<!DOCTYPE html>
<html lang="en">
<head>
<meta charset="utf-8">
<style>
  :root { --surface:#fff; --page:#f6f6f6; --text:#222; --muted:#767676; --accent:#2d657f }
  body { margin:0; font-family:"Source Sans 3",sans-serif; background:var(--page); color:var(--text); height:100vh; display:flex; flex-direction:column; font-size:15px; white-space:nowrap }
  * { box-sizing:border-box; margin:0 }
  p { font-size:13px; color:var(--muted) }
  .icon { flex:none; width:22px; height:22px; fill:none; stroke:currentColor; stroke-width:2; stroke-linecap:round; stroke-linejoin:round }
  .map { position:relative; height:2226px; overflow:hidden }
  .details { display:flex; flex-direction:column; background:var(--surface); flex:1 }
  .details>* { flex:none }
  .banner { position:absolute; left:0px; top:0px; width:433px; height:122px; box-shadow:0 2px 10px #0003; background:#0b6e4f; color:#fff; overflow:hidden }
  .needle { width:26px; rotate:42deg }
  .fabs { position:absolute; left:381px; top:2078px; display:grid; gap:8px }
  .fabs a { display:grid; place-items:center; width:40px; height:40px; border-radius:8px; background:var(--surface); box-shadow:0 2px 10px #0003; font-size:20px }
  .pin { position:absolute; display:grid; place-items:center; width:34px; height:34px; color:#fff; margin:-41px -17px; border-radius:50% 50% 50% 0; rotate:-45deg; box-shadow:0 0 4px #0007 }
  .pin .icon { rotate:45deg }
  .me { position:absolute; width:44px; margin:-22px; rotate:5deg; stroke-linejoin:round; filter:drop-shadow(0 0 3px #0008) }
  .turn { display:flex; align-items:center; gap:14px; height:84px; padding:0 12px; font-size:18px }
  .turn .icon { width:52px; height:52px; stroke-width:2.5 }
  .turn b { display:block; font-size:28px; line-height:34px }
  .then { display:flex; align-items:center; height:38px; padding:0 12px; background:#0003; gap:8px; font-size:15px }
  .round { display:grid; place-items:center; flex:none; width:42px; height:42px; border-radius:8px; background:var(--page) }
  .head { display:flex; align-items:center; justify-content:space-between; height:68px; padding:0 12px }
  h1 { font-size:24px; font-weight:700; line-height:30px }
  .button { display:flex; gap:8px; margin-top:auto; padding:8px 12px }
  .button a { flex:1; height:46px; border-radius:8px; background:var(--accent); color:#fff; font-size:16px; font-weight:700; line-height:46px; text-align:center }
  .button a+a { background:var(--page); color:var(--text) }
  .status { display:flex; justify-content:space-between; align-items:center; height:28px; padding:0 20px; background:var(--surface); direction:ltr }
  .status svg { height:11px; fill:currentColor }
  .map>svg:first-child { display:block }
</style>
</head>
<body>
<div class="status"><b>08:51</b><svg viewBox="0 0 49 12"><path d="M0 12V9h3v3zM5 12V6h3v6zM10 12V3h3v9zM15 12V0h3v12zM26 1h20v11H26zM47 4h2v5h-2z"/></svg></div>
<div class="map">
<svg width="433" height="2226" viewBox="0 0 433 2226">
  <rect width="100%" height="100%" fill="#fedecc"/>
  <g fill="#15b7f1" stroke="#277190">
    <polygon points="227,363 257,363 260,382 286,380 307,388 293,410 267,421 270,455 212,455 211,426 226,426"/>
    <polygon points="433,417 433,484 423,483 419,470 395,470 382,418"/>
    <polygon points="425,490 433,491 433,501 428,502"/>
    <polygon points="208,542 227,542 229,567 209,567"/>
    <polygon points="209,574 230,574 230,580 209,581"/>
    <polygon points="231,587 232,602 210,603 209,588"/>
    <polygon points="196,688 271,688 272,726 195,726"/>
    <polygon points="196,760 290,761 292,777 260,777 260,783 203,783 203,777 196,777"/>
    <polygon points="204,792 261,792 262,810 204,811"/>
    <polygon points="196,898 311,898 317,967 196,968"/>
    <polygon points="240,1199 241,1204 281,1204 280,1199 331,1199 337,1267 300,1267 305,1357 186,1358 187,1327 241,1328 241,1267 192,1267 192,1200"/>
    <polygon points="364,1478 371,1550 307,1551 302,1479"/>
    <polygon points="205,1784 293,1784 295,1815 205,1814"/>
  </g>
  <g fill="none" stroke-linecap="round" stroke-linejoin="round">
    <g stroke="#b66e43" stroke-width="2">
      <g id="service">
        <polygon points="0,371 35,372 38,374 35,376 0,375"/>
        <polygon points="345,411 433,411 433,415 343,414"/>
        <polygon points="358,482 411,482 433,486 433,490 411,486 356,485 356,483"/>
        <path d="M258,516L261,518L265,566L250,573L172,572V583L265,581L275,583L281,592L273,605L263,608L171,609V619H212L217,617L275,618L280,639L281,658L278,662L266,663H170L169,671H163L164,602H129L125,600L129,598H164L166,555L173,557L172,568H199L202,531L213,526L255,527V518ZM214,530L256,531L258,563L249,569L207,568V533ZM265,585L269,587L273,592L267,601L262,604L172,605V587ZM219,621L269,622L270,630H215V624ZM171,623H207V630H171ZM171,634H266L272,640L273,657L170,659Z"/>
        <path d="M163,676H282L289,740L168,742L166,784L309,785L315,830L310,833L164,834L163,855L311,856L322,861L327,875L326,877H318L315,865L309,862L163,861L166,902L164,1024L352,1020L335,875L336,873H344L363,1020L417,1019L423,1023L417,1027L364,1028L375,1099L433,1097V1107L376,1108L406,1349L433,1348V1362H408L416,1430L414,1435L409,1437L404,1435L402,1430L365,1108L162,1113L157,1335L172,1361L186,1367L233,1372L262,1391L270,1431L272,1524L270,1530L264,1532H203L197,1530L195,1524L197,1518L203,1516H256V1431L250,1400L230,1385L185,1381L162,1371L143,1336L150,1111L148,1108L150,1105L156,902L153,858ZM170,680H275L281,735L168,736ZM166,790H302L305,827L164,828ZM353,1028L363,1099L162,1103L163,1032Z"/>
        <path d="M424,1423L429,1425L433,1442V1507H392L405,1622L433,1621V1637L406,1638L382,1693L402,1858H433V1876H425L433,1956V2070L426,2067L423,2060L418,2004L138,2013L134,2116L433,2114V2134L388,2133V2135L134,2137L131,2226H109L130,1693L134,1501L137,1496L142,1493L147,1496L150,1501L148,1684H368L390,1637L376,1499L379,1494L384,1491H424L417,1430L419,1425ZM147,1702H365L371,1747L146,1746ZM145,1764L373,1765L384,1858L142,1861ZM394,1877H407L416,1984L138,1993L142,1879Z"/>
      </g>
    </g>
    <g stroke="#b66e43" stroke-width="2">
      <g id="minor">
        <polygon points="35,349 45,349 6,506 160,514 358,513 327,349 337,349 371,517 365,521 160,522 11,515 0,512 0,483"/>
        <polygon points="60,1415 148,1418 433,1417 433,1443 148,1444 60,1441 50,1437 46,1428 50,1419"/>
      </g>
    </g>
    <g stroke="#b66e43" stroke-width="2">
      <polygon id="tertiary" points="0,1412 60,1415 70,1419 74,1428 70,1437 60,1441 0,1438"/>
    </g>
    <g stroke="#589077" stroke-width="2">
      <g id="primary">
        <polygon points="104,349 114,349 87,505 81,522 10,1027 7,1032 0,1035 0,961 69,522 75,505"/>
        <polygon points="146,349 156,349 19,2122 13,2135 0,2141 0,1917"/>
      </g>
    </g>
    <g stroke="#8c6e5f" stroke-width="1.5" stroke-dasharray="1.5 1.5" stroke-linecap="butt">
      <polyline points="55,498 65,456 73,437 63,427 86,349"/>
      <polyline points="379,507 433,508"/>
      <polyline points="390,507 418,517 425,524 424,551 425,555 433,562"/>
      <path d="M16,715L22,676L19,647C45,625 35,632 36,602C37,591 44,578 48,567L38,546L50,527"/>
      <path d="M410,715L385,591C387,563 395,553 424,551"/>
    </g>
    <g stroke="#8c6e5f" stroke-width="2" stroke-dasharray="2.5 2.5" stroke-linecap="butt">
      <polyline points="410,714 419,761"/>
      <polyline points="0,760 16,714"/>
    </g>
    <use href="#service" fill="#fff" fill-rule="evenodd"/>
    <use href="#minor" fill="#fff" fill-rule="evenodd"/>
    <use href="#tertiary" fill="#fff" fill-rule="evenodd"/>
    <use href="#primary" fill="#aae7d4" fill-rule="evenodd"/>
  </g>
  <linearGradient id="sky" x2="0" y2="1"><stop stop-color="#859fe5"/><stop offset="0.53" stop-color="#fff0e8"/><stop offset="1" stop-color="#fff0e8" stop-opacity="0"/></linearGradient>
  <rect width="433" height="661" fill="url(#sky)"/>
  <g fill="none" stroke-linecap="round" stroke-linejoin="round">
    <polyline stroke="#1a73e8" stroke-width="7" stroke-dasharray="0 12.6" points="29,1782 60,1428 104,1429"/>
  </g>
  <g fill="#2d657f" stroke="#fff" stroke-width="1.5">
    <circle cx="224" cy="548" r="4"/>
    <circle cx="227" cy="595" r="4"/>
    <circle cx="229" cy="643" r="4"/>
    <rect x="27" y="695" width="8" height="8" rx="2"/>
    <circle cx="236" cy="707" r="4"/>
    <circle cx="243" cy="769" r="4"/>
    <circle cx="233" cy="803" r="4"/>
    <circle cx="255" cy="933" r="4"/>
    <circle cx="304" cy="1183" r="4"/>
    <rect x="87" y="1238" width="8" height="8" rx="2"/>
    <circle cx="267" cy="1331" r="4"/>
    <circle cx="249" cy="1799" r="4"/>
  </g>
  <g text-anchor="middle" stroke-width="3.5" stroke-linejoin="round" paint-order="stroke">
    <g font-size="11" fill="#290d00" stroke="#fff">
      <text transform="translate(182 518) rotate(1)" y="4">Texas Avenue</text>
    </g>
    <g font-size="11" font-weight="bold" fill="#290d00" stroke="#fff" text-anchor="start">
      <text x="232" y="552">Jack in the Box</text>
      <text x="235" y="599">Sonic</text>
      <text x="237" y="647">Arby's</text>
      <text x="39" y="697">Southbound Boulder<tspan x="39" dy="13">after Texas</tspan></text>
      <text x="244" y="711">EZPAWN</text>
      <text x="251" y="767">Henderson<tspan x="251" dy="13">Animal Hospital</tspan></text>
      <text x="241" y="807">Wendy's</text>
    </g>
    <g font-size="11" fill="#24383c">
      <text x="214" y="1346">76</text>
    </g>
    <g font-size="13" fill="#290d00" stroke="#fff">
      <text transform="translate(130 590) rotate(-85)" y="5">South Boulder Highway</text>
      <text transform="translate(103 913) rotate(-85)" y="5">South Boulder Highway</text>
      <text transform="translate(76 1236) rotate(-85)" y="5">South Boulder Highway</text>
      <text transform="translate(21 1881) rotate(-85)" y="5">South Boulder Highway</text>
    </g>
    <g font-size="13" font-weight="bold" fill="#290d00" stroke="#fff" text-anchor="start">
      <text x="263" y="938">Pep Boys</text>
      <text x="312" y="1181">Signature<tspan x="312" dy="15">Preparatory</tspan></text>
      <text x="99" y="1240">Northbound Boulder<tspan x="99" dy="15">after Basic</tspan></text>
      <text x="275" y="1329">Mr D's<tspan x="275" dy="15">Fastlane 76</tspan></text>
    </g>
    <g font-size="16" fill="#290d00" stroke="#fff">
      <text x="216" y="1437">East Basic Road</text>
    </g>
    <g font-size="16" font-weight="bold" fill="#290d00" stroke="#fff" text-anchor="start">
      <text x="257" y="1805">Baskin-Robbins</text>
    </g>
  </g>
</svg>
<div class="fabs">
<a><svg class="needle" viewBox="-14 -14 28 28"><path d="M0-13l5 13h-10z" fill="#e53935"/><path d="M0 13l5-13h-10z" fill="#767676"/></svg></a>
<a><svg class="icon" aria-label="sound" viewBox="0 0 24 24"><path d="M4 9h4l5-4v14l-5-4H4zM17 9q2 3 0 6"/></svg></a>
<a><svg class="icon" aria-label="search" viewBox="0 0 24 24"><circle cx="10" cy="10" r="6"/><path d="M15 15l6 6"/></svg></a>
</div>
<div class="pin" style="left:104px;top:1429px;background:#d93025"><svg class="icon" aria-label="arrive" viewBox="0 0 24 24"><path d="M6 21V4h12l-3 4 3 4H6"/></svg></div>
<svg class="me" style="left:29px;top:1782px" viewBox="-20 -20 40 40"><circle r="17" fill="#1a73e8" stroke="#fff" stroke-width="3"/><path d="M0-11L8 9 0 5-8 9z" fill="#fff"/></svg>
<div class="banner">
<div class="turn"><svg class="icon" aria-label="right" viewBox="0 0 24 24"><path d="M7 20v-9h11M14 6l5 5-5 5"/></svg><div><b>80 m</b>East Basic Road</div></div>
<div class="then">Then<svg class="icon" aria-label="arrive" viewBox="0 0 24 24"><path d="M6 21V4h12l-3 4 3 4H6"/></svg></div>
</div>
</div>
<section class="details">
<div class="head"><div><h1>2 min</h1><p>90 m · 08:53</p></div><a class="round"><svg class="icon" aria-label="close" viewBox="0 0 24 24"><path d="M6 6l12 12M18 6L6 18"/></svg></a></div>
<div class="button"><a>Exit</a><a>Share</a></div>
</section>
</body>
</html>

- - - -

_ACTIVITY_
Starting at the first line of the data above, retype each line exactly until you reach the line containing "position:absolute; left:381px; top:2078px;", and include that line too.

_REPLY_
<!DOCTYPE html>
<html lang="en">
<head>
<meta charset="utf-8">
<style>
  :root { --surface:#fff; --page:#f6f6f6; --text:#222; --muted:#767676; --accent:#2d657f }
  body { margin:0; font-family:"Source Sans 3",sans-serif; background:var(--page); color:var(--text); height:100vh; display:flex; flex-direction:column; font-size:15px; white-space:nowrap }
  * { box-sizing:border-box; margin:0 }
  p { font-size:13px; color:var(--muted) }
  .icon { flex:none; width:22px; height:22px; fill:none; stroke:currentColor; stroke-width:2; stroke-linecap:round; stroke-linejoin:round }
  .map { position:relative; height:2226px; overflow:hidden }
  .details { display:flex; flex-direction:column; background:var(--surface); flex:1 }
  .details>* { flex:none }
  .banner { position:absolute; left:0px; top:0px; width:433px; height:122px; box-shadow:0 2px 10px #0003; background:#0b6e4f; color:#fff; overflow:hidden }
  .needle { width:26px; rotate:42deg }
  .fabs { position:absolute; left:381px; top:2078px; display:grid; gap:8px }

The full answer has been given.